____ Data for this task

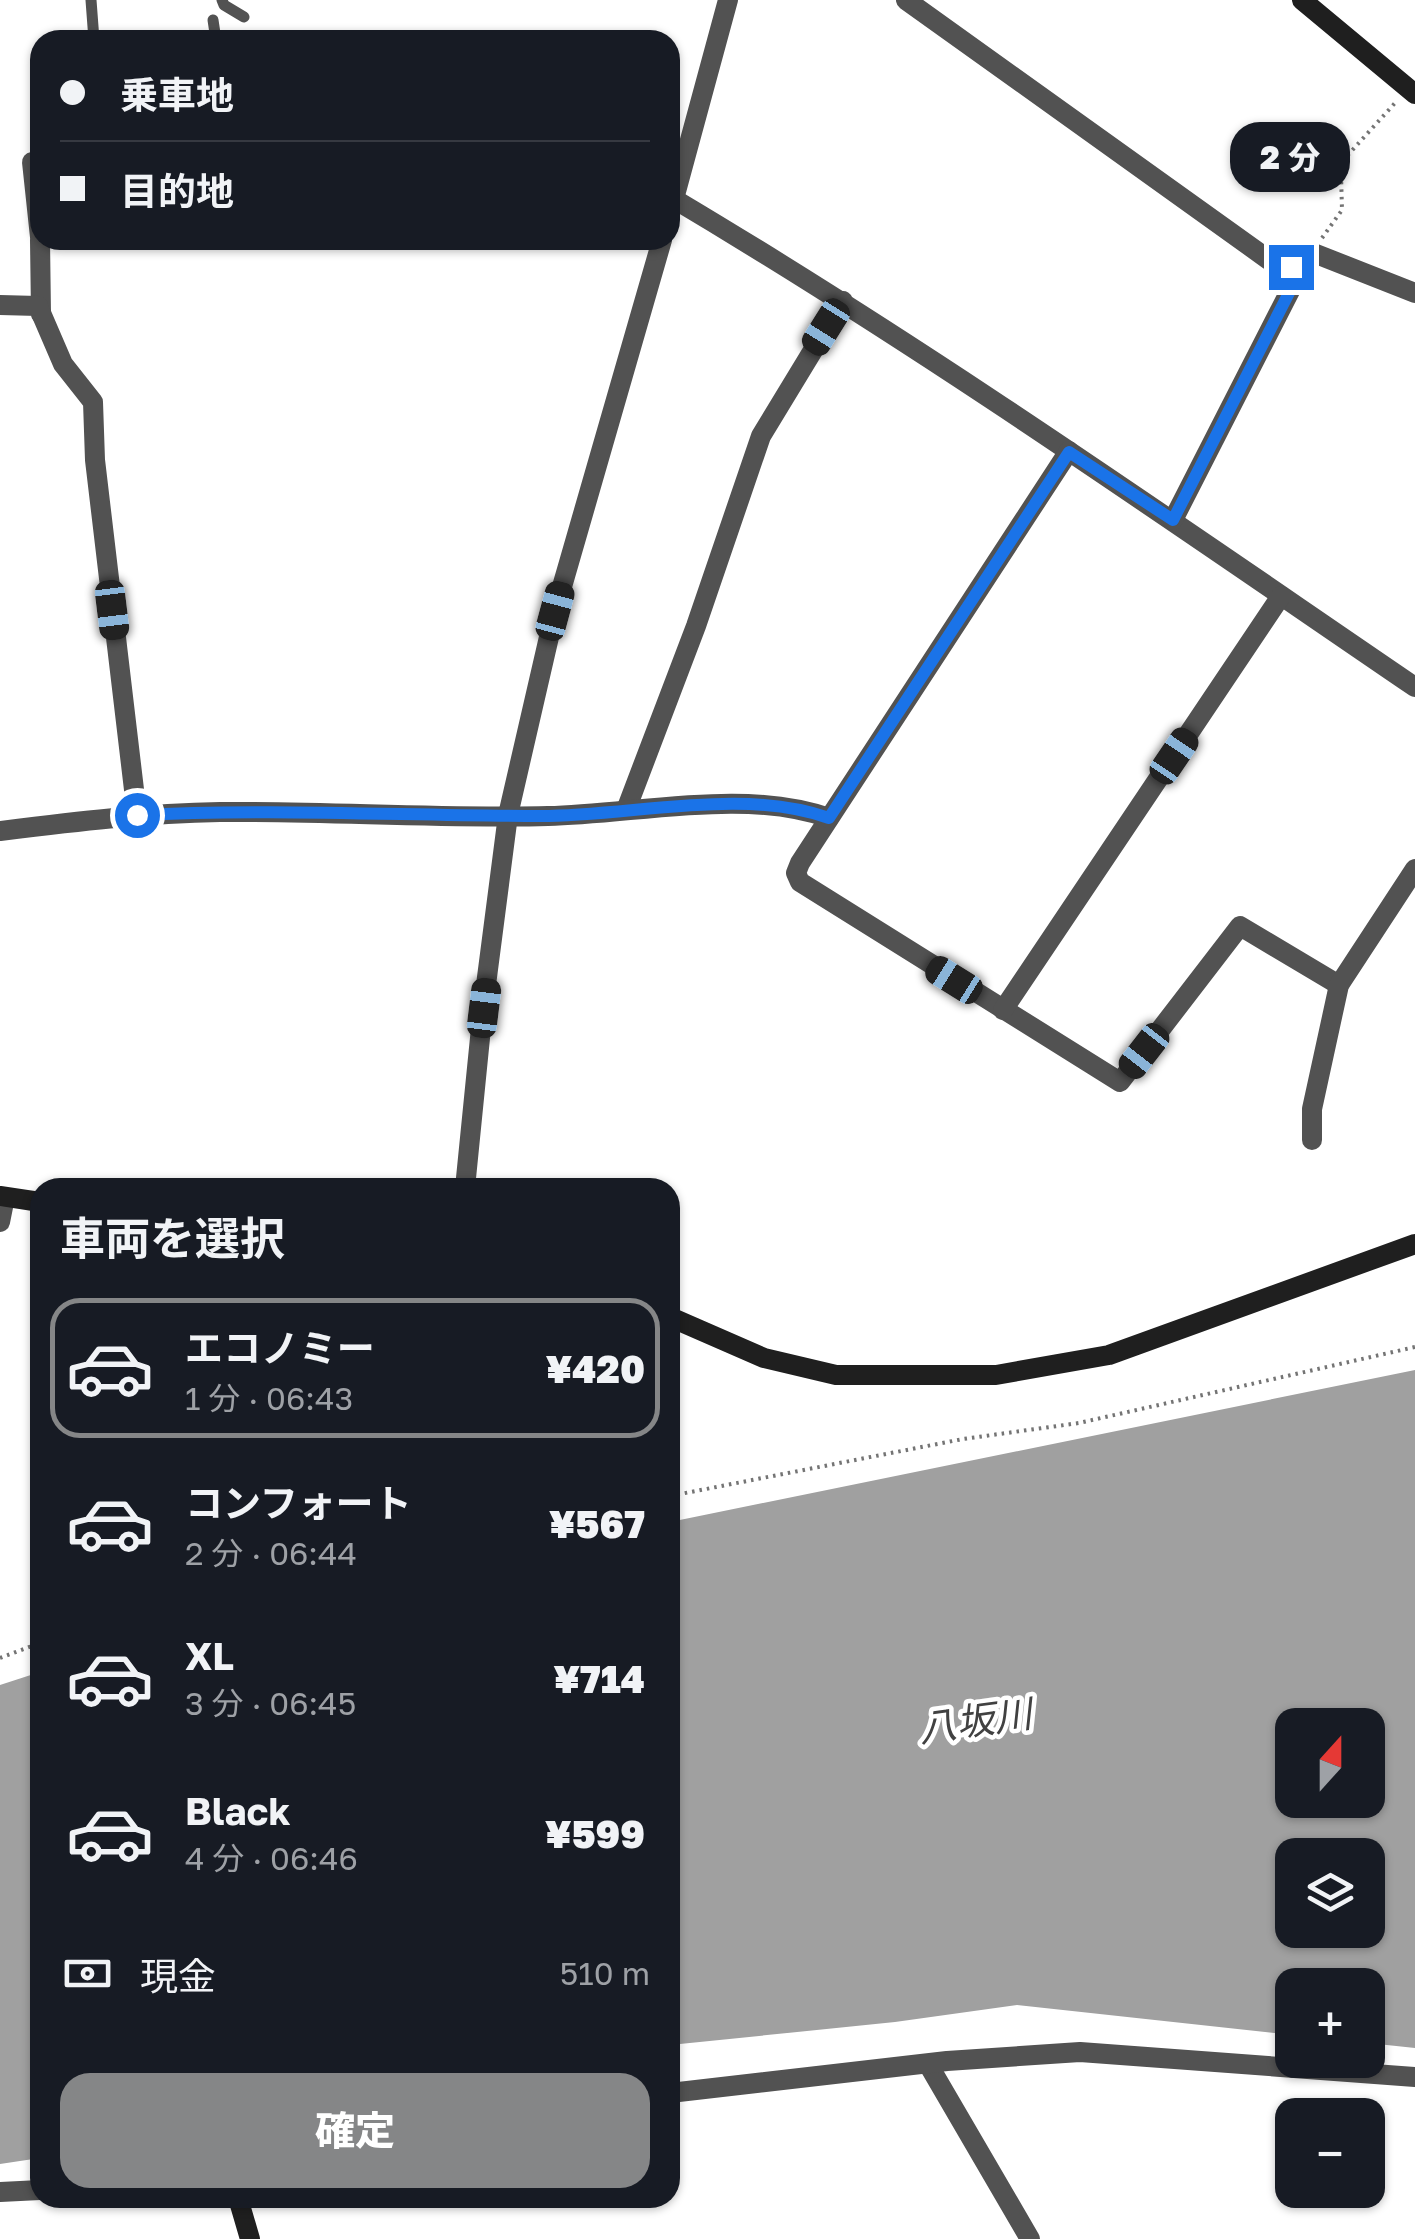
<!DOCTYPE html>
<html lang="ja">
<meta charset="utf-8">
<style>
:root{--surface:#171b24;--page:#20242c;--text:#f1f3f6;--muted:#9ea1a6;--line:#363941;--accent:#858687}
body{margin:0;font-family:"Golos Text","Noto Sans JP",sans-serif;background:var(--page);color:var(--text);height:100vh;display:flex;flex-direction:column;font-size:38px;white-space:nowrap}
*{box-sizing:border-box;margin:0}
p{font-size:32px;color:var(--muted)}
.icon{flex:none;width:55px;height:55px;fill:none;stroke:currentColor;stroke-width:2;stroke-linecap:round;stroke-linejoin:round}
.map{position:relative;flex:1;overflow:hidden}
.sheet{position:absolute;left:30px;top:1178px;width:650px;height:1030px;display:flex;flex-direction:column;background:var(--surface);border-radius:30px;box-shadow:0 2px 8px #0004}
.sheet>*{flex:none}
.guide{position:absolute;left:30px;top:30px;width:650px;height:220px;border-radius:30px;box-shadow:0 2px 8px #0004;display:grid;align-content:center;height:220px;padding:0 30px;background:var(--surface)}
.needle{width:65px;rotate:21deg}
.controls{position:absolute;left:1275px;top:1708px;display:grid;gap:20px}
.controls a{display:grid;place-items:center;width:110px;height:110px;border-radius:20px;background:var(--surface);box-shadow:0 2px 8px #0004;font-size:50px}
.end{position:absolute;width:45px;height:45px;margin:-22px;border:12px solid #1a73e8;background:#fff;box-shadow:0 0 0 5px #fff}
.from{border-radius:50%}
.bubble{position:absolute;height:70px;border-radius:30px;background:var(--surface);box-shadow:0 2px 8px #0004;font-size:32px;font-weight:800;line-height:70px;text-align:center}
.car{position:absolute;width:30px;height:60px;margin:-30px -15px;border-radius:12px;box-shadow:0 0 8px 2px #0007;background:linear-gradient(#222 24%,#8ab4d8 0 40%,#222 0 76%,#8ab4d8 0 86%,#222 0)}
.guide b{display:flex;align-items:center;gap:35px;height:95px;font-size:38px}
.guide b+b{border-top:2px solid var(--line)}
.guide i{width:25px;height:25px;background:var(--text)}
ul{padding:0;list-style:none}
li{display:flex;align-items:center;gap:30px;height:140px;margin:0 20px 15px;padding:0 10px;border:5px solid transparent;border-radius:30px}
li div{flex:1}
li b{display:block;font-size:38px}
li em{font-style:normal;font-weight:800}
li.on{border-color:var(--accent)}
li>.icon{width:90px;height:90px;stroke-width:1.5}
h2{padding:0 30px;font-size:45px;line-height:120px}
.pay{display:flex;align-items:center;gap:25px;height:110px;padding:0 30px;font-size:38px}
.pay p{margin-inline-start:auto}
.action{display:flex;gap:20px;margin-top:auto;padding:20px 30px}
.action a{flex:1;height:115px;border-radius:30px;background:var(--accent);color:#fff;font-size:40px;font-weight:800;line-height:115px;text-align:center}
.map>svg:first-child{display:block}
.water{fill:#a0a0a0;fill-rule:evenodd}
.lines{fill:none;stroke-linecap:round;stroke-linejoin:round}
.path{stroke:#747474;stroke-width:4;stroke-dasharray:2.5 5;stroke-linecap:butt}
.lane{stroke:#525252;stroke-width:11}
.street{stroke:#525252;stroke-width:20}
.secondary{stroke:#1f1f1f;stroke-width:20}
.route{stroke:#1a73e8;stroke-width:12}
.labels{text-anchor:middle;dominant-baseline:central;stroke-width:9;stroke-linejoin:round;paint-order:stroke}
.water-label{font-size:38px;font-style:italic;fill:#414141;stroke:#fff}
</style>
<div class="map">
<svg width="1415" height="2239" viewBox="0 0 1415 2239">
<rect width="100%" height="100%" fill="#fff"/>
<g class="water">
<path d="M1415,1370V2048L1368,2043V1985H1292V2035L1017,2005L895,2022L670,2045V1522ZM1292,1725H1368V1800H1292ZM1292,1855H1368V1930H1292Z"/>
<path d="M40,1672V2158L0,2164V1685Z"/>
</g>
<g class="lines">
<g class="path">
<path d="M1322,238L1342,210L1341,174L1347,156L1395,103"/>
<path d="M670,1496L963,1439L1079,1423L1415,1347"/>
<path d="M0,1658L40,1643"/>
</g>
<g class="lane">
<path d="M91,0L94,40"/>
<path d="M222,0L224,5L244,17"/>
<path d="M213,20L216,40"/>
</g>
<g class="street">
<path d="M906,0L1269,260L1291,267L1305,260L1311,252L1415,293"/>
<path d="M32,162L40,237"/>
<path d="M674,199C928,350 1170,520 1415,687"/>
<path d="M671,210L728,0"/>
<path d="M40,240L41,314"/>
<path d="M0,305L38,306L63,364L93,402L95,460L137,815"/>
<path d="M1069,451L800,863L796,873L800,882L1120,1082L1240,926L1339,985"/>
<path d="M1173,520L1294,283L1291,267"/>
<path d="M626,810L696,626L761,436L843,301"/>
<path d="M0,831C73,822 146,813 220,812C330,811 439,819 548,816C637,814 744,788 829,818"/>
<path d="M1003,1010L1281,596"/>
<path d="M1312,1140V1109L1339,985L1415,869"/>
<path d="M465,1188L483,1008L508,815L555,611L662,240"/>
<path d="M0,1222L5,1197"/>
<path d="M928,2064L1030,2239"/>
<path d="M670,2093L947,2061L1080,2052L1415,2077"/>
<path d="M0,2192L40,2190"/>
</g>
<g class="secondary">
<path d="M1302,0L1415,94"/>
<path d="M0,1196L40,1202"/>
<path d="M670,1317L764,1358L836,1375H996L1109,1355L1415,1244"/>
<path d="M238,2198L250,2239"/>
</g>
</g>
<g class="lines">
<path class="route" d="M137,815C272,808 407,816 541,816C633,816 741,787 829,818L1069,452L1173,520L1294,283L1291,267"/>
</g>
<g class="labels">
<g class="water-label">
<text transform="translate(975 1720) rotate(-8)">八坂川</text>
</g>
</g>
</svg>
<div class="controls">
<a><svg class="needle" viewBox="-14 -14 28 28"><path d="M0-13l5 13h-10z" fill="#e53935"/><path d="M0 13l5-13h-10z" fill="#9ea1a6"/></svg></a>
<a><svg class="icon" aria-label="layers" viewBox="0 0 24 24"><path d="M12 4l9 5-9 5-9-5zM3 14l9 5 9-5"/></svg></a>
<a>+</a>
<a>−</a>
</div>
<i class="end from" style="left:137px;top:815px"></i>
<i class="end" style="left:1291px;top:267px"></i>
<div class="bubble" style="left:1230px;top:122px;width:120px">2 分</div>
<i class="car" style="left:826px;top:327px;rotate:212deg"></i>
<i class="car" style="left:112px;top:610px;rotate:173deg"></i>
<i class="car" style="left:555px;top:611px;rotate:15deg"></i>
<i class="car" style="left:1174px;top:756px;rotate:34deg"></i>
<i class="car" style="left:954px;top:980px;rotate:302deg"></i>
<i class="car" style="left:484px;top:1008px;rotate:7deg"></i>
<i class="car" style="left:1144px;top:1051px;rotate:218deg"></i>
<div class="guide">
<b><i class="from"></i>乗車地</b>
<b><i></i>目的地</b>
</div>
<section class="sheet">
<h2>車両を選択</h2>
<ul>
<li class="on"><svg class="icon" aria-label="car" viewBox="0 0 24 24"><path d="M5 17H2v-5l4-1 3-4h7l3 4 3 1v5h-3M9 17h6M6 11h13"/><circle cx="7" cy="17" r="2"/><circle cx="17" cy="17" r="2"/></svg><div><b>エコノミー</b><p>1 分 · 06:43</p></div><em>¥420</em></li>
<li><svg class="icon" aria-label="car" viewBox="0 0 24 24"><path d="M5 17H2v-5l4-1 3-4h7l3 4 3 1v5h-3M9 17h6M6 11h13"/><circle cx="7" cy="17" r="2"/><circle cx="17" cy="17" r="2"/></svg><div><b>コンフォート</b><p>2 分 · 06:44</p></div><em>¥567</em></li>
<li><svg class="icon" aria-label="car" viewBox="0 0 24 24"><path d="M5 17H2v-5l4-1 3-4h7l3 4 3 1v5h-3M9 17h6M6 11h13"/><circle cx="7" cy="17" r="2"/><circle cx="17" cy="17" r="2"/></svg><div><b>XL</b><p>3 分 · 06:45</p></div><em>¥714</em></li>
<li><svg class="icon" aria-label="car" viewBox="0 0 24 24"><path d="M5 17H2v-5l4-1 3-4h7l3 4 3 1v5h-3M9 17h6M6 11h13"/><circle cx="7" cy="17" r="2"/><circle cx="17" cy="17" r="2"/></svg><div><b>Black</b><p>4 分 · 06:46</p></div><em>¥599</em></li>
</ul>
<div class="pay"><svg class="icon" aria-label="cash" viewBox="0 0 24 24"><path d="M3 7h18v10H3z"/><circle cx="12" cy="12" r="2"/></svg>現金<p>510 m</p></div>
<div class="action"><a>確定</a></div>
</section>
</div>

________

§ **The task**
Whenever the word "linecap" occurs in a line above, copy that line.

§ **Response**
.icon{flex:none;width:55px;height:55px;fill:none;stroke:currentColor;stroke-width:2;stroke-linecap:round;stroke-linejoin:round}
.lines{fill:none;stroke-linecap:round;stroke-linejoin:round}
.path{stroke:#747474;stroke-width:4;stroke-dasharray:2.5 5;stroke-linecap:butt}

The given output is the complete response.